Above are two images of the Hinman Collator currently residing in the Memorial Library at the University of Wisconsin, another optical collating device that uses visual comparisons to highlight minute differences between seemingly identical versions of the same text. Hinman used the device in his landmark survey of Shakespeare’s First Folio; it allows the user — here, paper conservator Theresa Smith of Harvard — to “see” differences between two items by merging them in a single image. Areas of difference appear as a kind of grey area — a more subtle effect, perhaps, than the hovering text that is produced by the Lindstrand Comparator discussed in the previous post. The device also allows you to toggle between the two editions you are looking at, making subtle differences standout immediately. Prior to creating this device, Hinman had worked in military intelligence comparing pre- and post-bombing aerial photographs: the collator is thus one of several adaptations of military skills and technologies for literary analysis.
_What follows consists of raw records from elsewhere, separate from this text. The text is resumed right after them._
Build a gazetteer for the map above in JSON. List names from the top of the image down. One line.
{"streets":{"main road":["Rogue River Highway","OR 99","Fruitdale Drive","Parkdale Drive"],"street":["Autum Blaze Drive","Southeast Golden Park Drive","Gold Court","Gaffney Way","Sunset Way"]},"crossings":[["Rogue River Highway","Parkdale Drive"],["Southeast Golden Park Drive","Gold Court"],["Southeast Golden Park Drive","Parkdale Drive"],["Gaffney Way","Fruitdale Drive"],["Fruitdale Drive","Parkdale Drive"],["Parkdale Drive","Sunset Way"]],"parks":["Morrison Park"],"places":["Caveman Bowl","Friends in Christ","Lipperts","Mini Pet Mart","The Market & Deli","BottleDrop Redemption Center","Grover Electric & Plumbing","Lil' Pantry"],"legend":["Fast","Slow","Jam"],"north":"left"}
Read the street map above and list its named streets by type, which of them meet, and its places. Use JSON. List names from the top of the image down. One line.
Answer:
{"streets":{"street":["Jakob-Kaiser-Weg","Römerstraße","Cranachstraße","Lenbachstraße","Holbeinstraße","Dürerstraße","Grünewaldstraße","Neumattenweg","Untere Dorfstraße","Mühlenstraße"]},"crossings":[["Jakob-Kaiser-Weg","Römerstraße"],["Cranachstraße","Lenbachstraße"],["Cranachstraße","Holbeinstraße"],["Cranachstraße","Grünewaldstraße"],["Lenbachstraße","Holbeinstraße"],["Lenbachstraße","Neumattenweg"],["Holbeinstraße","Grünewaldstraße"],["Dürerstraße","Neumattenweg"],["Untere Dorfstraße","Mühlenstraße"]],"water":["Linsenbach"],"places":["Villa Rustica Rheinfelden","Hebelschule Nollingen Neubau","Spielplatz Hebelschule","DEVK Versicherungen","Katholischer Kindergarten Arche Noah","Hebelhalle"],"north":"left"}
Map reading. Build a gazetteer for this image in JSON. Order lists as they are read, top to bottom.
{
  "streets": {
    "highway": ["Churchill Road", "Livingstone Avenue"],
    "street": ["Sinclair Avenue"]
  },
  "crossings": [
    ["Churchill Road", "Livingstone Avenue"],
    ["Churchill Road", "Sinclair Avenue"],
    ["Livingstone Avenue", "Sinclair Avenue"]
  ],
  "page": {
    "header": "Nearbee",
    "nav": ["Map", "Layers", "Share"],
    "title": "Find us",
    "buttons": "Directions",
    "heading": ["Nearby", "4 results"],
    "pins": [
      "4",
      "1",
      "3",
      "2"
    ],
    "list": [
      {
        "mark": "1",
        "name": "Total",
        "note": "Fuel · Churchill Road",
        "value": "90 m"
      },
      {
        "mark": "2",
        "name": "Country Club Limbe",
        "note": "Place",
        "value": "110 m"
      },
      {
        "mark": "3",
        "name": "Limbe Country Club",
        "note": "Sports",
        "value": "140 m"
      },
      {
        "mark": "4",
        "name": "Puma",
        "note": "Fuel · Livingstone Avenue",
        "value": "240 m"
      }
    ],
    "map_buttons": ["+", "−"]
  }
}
Smith and her collaborator, Daniel Selcer (Duquesne), gave a fascinating paper at Wisconsin two weeks ago which dealt with differences among Facsimile editions of Copernicus’ De revolutionibus. Here Smith is examining two facsimiles of De revolutionibus with divergent diagrams of the center of Copernicus’ universe (the sun), which in one edition appears as a circular outline and in another as a solid sphere. The Hinman revealed the differences in the center of the diagram immediately, but it also revealed other areas of discoloration and streaking which suggested that the underlying manuscript (closely guarded in Poland) might not be adequately represented by the facsimile edition. One of the interesting points of Smith and Selcer’s paper was that you must treat facsimiles as artifacts in their own right; they are not always indexical transcriptions of an original, but in certain crucial ways iconic: the technologies used in producing the facsimile proper introduce artifactual effects that make the facsimile a likeness rather than an absolute trace-copy of the original.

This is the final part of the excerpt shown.